Words.contains returns wrong answers #15481

nathanncohen · 2013-12-03T14:32:42Z

sage: Word('12') in Words('12')
False
sage: Words(2,5).random_element() in Words(2, finite=False)
True
sage: words.FibonacciWord() in Words([0,1], infinite=False)
True
sage: Words('123')('121212') in Words(2)
False
sage: Words('123')('121212') in Words('1234')('121212')
False
sage: Words('12B')('121212') in Words('1234')('121212')
False
sage: words.FibonacciWord() in Words([0,1,2])
False

I have no idea how this can be fixed, so if a Word guy can look at this.. O_o

Nathann

CC: @seblabbe @videlec @sagetrac-sage-combinat @saliola @sagetrac-jakobkroeker

Component: combinatorics

Issue created by migration from https://trac.sagemath.org/ticket/15481

The text was updated successfully, but these errors were encountered:

seblabbe · 2013-12-12T10:59:08Z

Replying to @nathanncohen:

First, I want to say that I think all these problems could be solved or get more clean by first finishing the ticket at #12224. It is a big patch, but I am ready to put time on it to continue the review. Vincent : what's the status of it? Do you think we will manage to get your great improvement in Sage anytime soon?

Now, I am answering to each of the problem mention in the ticket according to the choices that we made some years ago. If any of the choice we made is bad, then please tell!

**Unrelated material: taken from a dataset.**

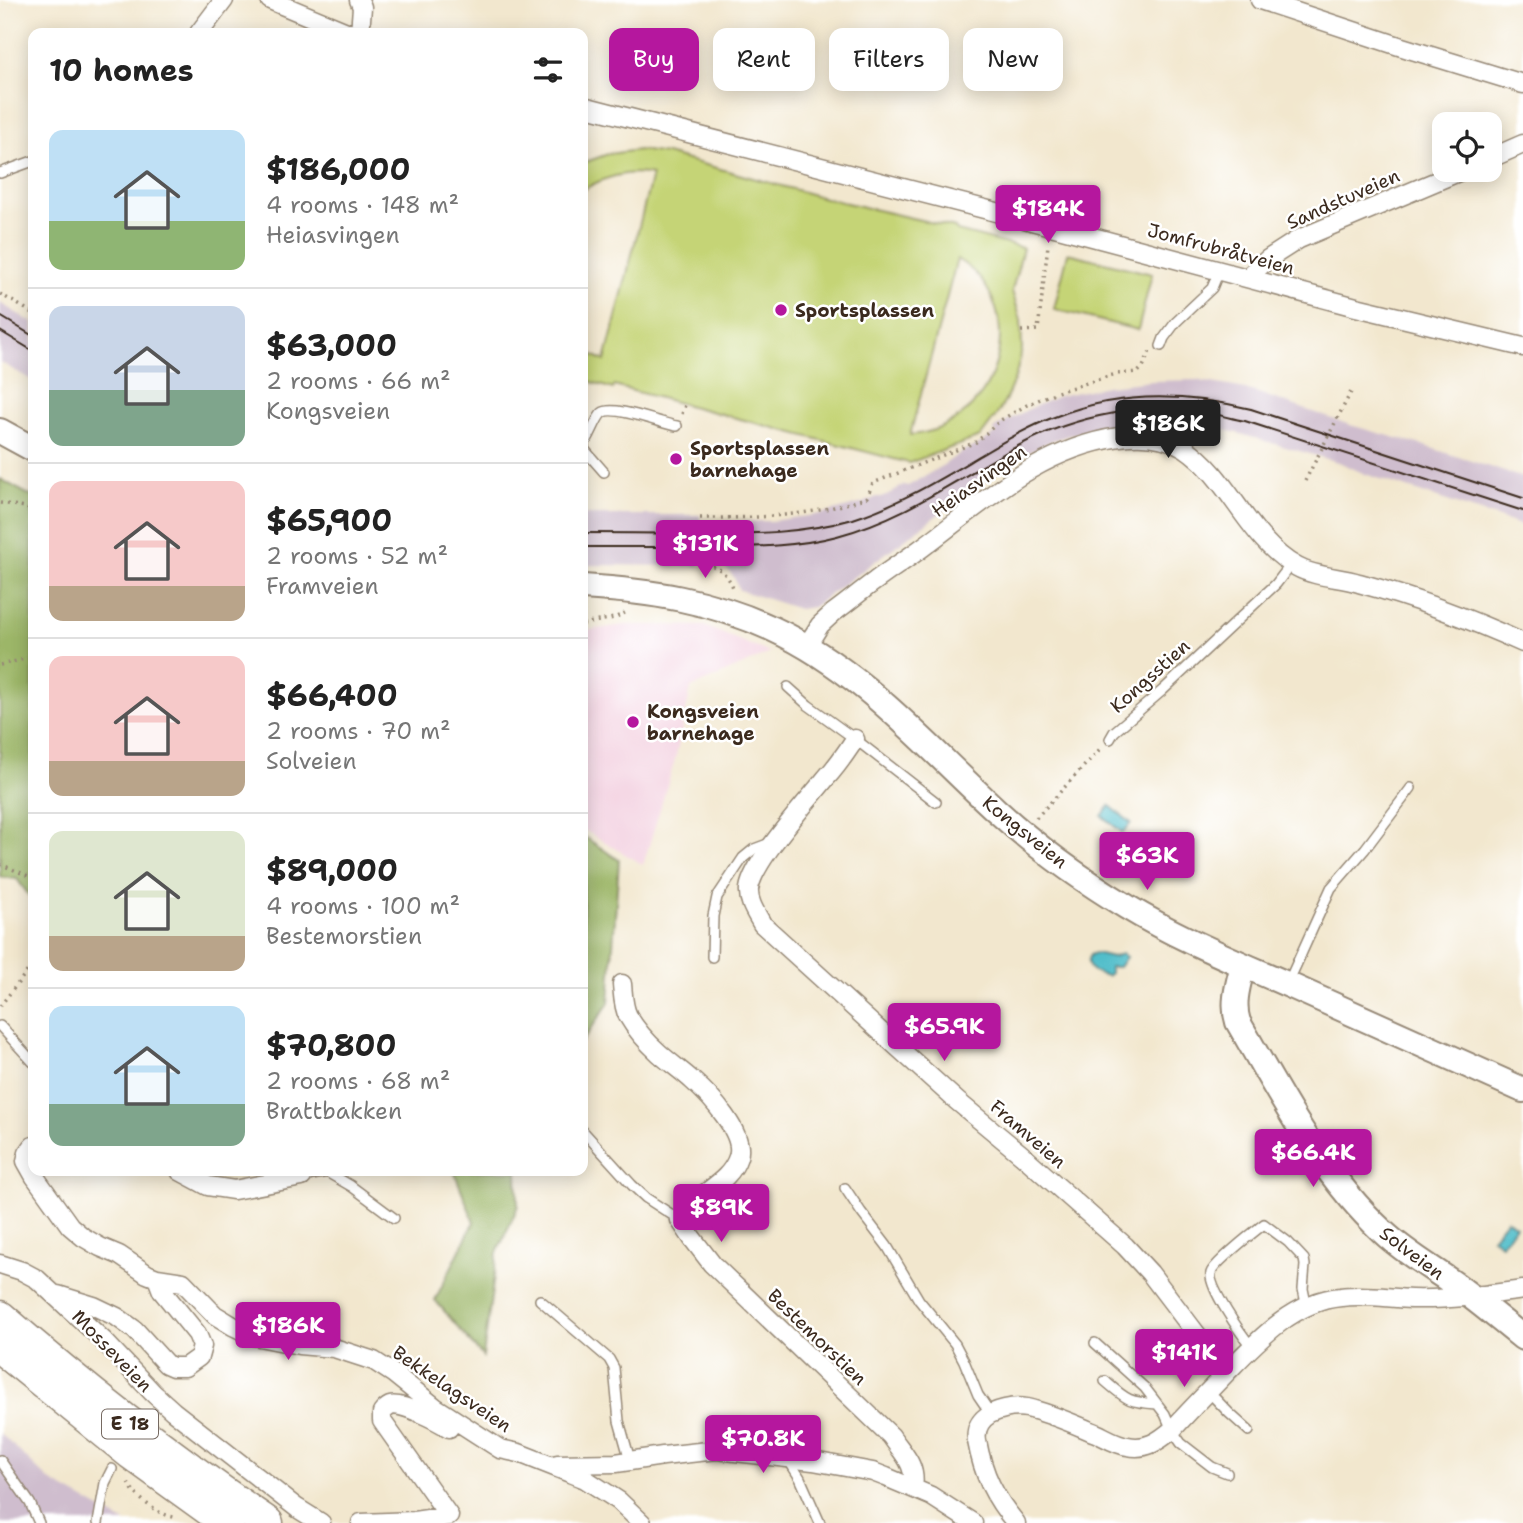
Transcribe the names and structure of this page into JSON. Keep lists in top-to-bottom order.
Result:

sage: Word('12') in Words('12')
False

The default alphabet when using just Word('12') is the set of Python object, because we wanted any list to be turned into a word:

sage: Word('12').parent().alphabet()
Set of Python objects of type 'object'

Of course, by default, we could have computed the alphabet from the letters appearing in the word, but this is not efficient when the word is very long or when the word is infinite. So, we decided it is to the user to specify the alphabet. Also, sometimes the word lives in a larger alphabet, so the alphabet can not be computed from the word.

In short, the user may specify the alphabet. And this fixes the above problem:

sage: Word('12', alphabet=['1','2']) in Words('12')
True
sage: Word('12', alphabet=['1','2', '3']) in Words('123')
True

sage: Words(2,5).random_element() in Words(2, finite=False)
True

I agree, this is a bug: a finite word must not be in a set of infinite words.

sage: Words(2,5)
Words of length 5 over {1, 2}
sage: Words(2, finite=False)
Infinite Words over {1, 2}

sage: words.FibonacciWord() in Words([0,1], infinite=False)
True

I agree this is a bug: it seems the infinite argument and sometimes the finite argument is not taken into account:

sage: Words(2,infinite=True)
Words over {1, 2}
sage: Words(2,infinite=False)
Words over {1, 2}
sage: Words(2,finite=True)
Words over {1, 2}
sage: Words(2,finite=False)
Infinite Words over {1, 2}

sage: Words('123')('121212') in Words(2)
False

This is OK. The alphabet of integers and of str are considered different.

sage: Words('12')
Words over {'1', '2'}
sage: Words(2)
Words over {1, 2}
sage: Words(2) == Words('12')
False

sage: Words('123')('121212') in Words('1234')('121212')
False
sage: Words('12B')('121212') in Words('1234')('121212')
False

I don't know if the above test what you meant. The above in tests whether the left is a letter of the right:

sage: w = Word('123')
sage: w.__contains__?
...
Definition: w.__contains__(self, a)
Docstring:
   Test whether "a" is a letter of "self".
...

Maybe you meant this :

sage: Words('12B')('121212') in Words('1234')
False
sage: Words('123')('121212') in Words('1234')
False
sage: Words('1234')('121212') in Words('1234')
True

Yes, this is a choice we made. Maybe it is wrong. We decided w in W if and only if W is the parent of w. It makes the code more efficient but also less flexible... Testing if some words is in some set of words appears so often in the code that we decided to make it like that. I think the __contains__ could be changed to be more flexible because we don't have to use the __contains__ to test for the parent of some words.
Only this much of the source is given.